Contributions of Machine Learning
Machine Learning (ML) is a branch of AI which allows a machine or computer to learn from data and it can be used to develop predictive models. In clinical practice, the therapeutic decision is based on the assessment of the benefit/risk balance, taking into consideration the disease and its severity, as well as the patient’s general condition and the existence of other possible associated diseases. Predictive models are of great interest in clinical practice as they could help to better assess the prognosis of patients by grading the risk of disease-related complications against potential treatment-related complications. Several studies have recently shown the value of ML in assessing the risk of worsening of PAD as well as the risk of post-operative complications. This kind of application offers the perspective of developing a personalized medicine adapted to each patient.

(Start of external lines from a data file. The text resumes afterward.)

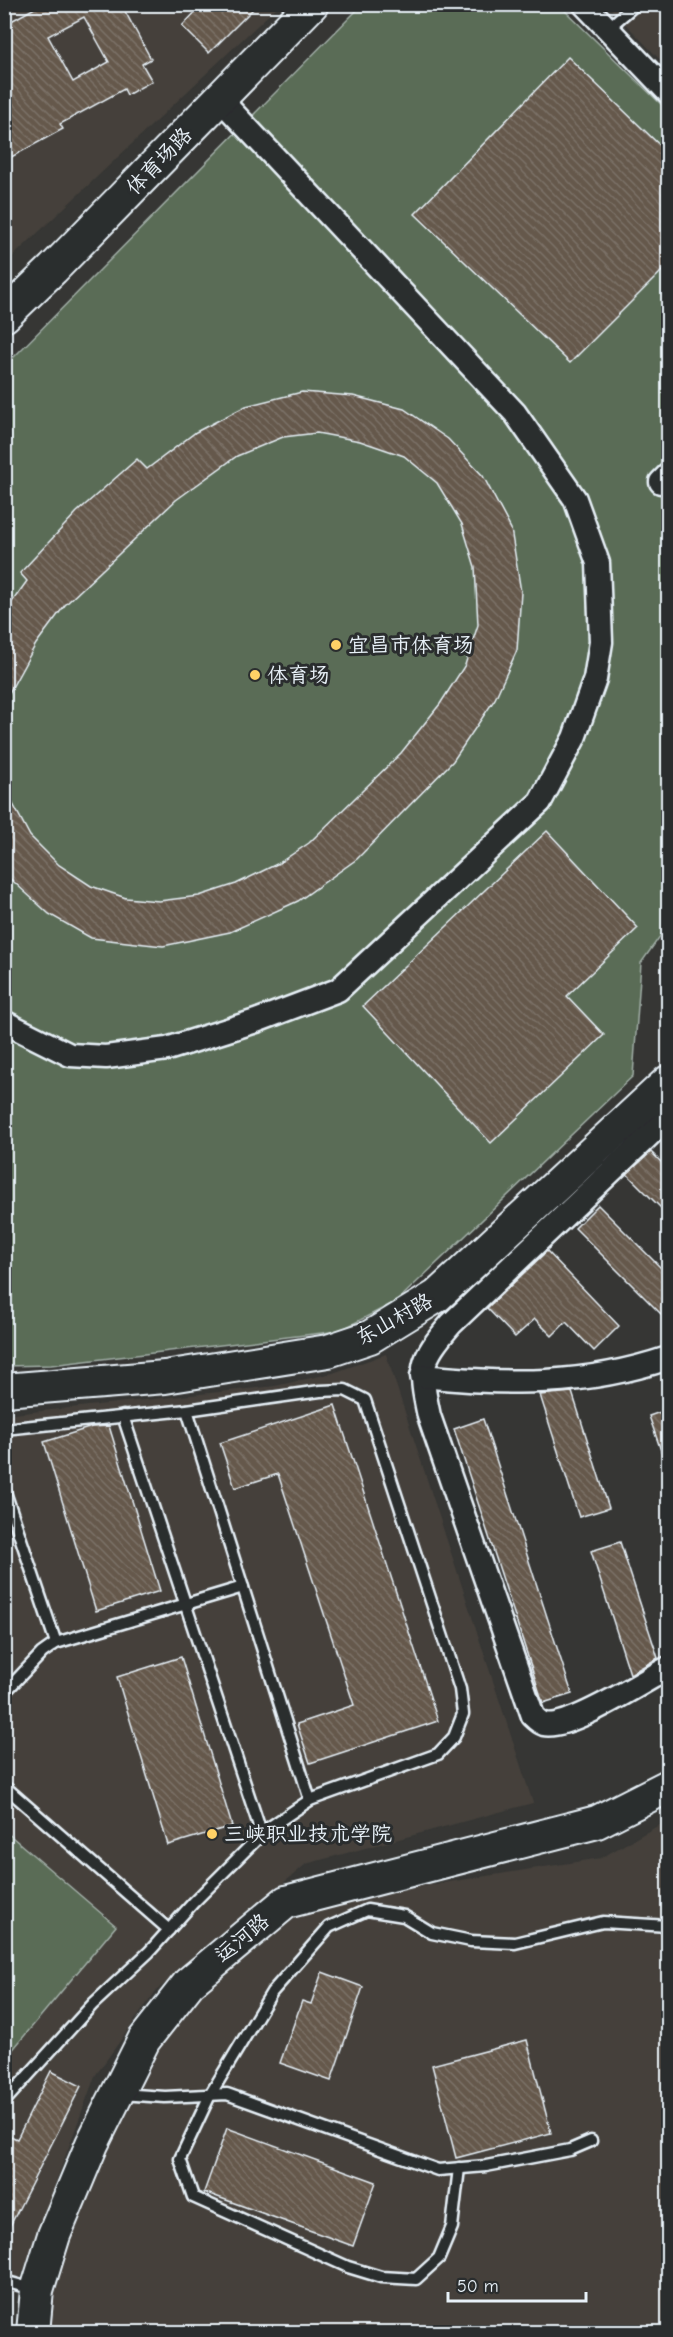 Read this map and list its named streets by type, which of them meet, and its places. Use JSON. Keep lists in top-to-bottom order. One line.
{"streets":{"street":["体育场路","东山村路","运河路"]},"places":["宜昌市体育场","体育场","三峡职业技术学院"],"scale_bar":"50 m"} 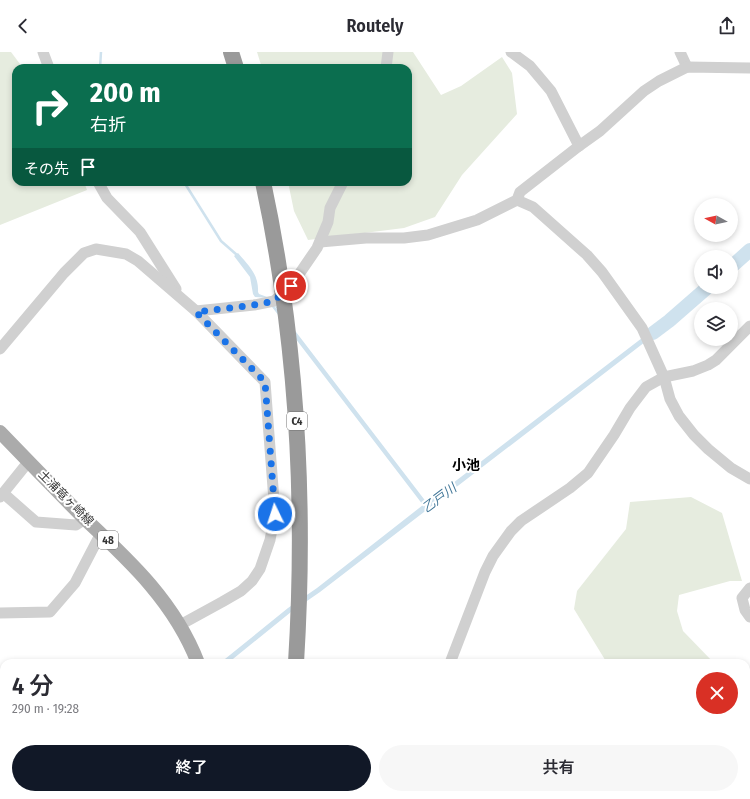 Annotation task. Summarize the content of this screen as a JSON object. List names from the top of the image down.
{
  "streets": {
    "highway": ["C4"],
    "main road": ["土浦竜ヶ崎線", "48"]
  },
  "districts": ["小池"],
  "water": ["乙戸川"],
  "north": "left",
  "page": {
    "header": "Routely",
    "turn": ["200 m", "右折"],
    "then": "その先",
    "heading": ["4 分", "290 m · 19:28"],
    "buttons": ["終了", "共有"]
  }
} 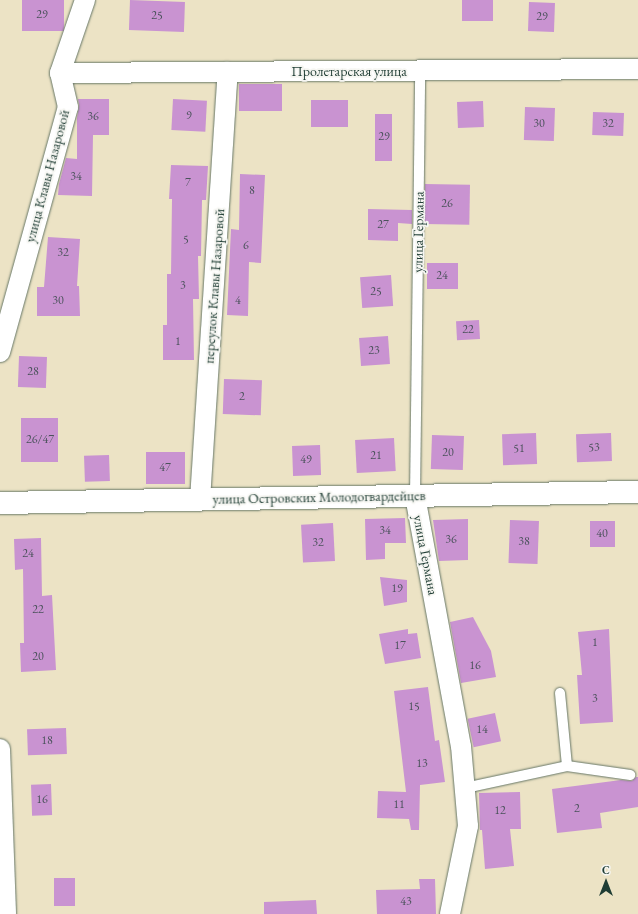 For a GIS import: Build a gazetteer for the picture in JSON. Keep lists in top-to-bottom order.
{
  "streets": {
    "main road": ["улица Островских Молодогвардейцев"],
    "street": [
      "Пролетарская улица",
      "улица Клавы Назаровой",
      "улица Германа",
      "переулок Клавы Назаровой"
    ]
  },
  "crossings": [
    ["Пролетарская улица", "улица Клавы Назаровой"],
    ["Пролетарская улица", "улица Германа"],
    ["Пролетарская улица", "переулок Клавы Назаровой"],
    ["улица Германа", "улица Островских Молодогвардейцев"],
    ["переулок Клавы Назаровой", "улица Островских Молодогвардейцев"]
  ],
  "house_numbers": [
    "29",
    "25",
    "29",
    "9",
    "36",
    "30",
    "32",
    "29",
    "34",
    "7",
    "8",
    "26",
    "27",
    "5",
    "6",
    "32",
    "24",
    "3",
    "25",
    "30",
    "4",
    "22",
    "1",
    "23",
    "28",
    "2",
    "26/47",
    "53",
    "51",
    "20",
    "21",
    "49",
    "47",
    "34",
    "40",
    "36",
    "38",
    "32",
    "24",
    "19",
    "22",
    "1",
    "17",
    "20",
    "16",
    "3",
    "15",
    "14",
    "18",
    "13",
    "16",
    "11",
    "2",
    "12",
    "43"
  ],
  "north": "top"
} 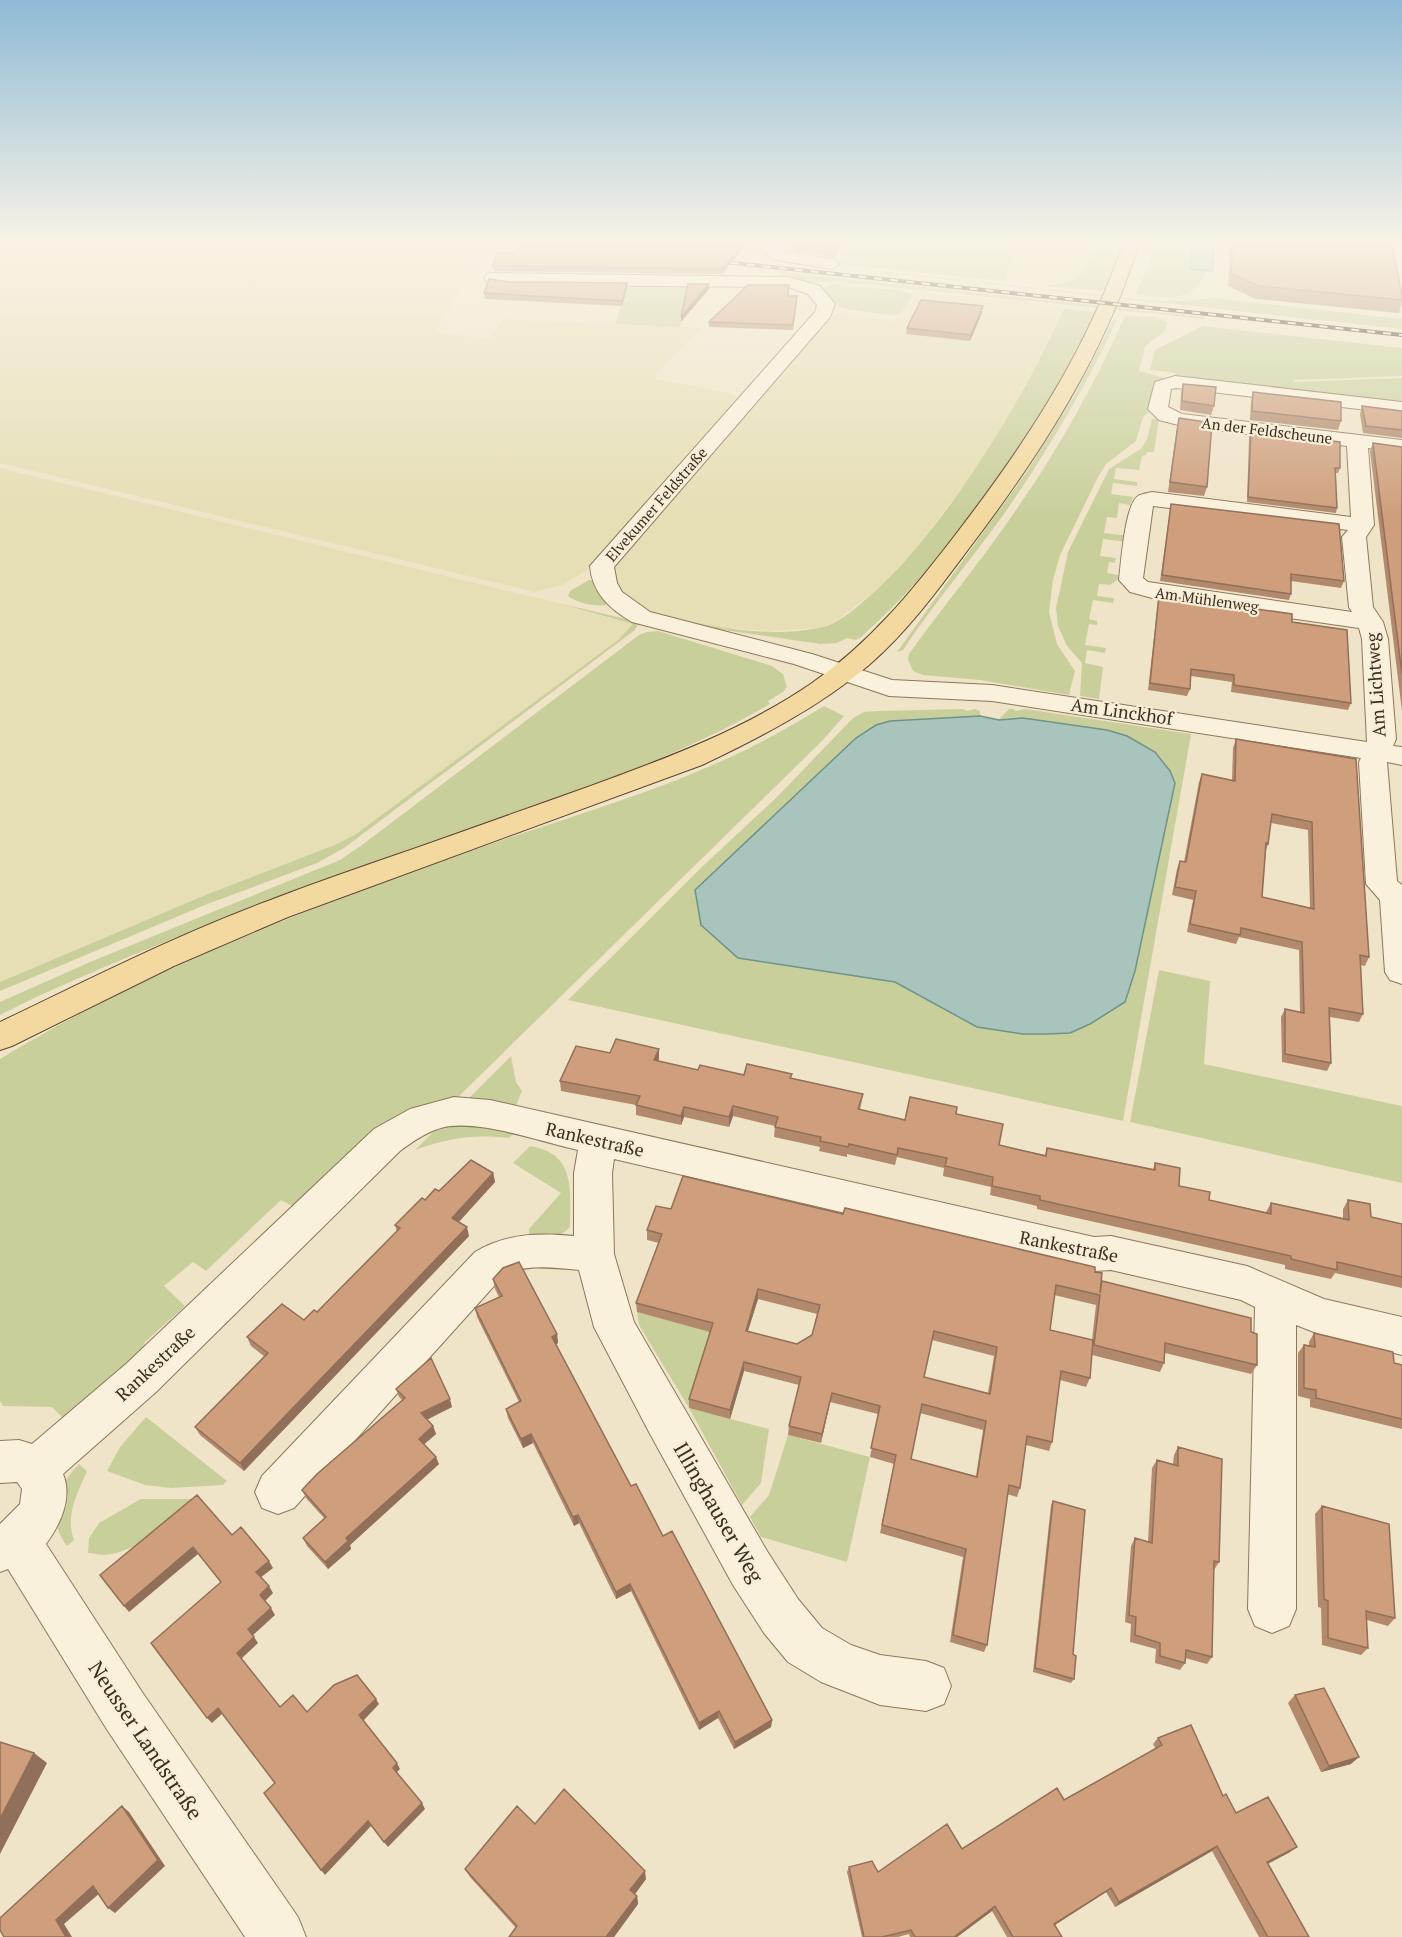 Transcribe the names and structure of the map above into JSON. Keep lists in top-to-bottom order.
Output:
{
  "streets": {
    "street": [
      "An der Feldscheune",
      "Elvekumer Feldstraße",
      "Am Mühlenweg",
      "Am Lichtweg",
      "Am Linckhof",
      "Rankestraße",
      "Illinghauser Weg",
      "Neusser Landstraße"
    ]
  },
  "crossings": [
    ["An der Feldscheune", "Am Lichtweg"],
    ["Elvekumer Feldstraße", "Am Linckhof"],
    ["Am Mühlenweg", "Am Lichtweg"],
    ["Am Lichtweg", "Am Linckhof"],
    ["Rankestraße", "Illinghauser Weg"],
    ["Rankestraße", "Neusser Landstraße"]
  ]
}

For detailed information on the state of the art in this field, you can consult the following article we published: https://pubmed.ncbi.nlm.nih.gov/35921995/.
Although AI offers very promising perspectives for improving care, including the management of PAD, research is still in its infancy and essential steps remain before implementing these applications in daily clinical practice. First, the AI-applications need to be evaluated and validated by healthcare professionals to assess their performance, efficiency, and safety of use. AI-derived applications are developed from health data and need to be trained on large volumes of data (big data) in order to be efficient and applicable to all patients. From one center to another and from one country to another, medical data are very heterogeneous as they can be generated by different providers and stored in different formats in several registries and repositories. There is thus a real need of standardization and a need to federate actors of research to build international multidisciplinary collaborations in which AI experts and health professionals work together to develop fair, ethic, responsible and trustworthy AI. Ethics remain at the heart of the development of AI-applications which are subject to very strict regulations, in order to guarantee data protection, respect of privacy and patients’ wishes. Finally, innovation and development of AI-derived applications require adapted infrastructures as well as competent experts. It can represent a significant economic investment, with potential long-term benefits for health at individual and collective levels.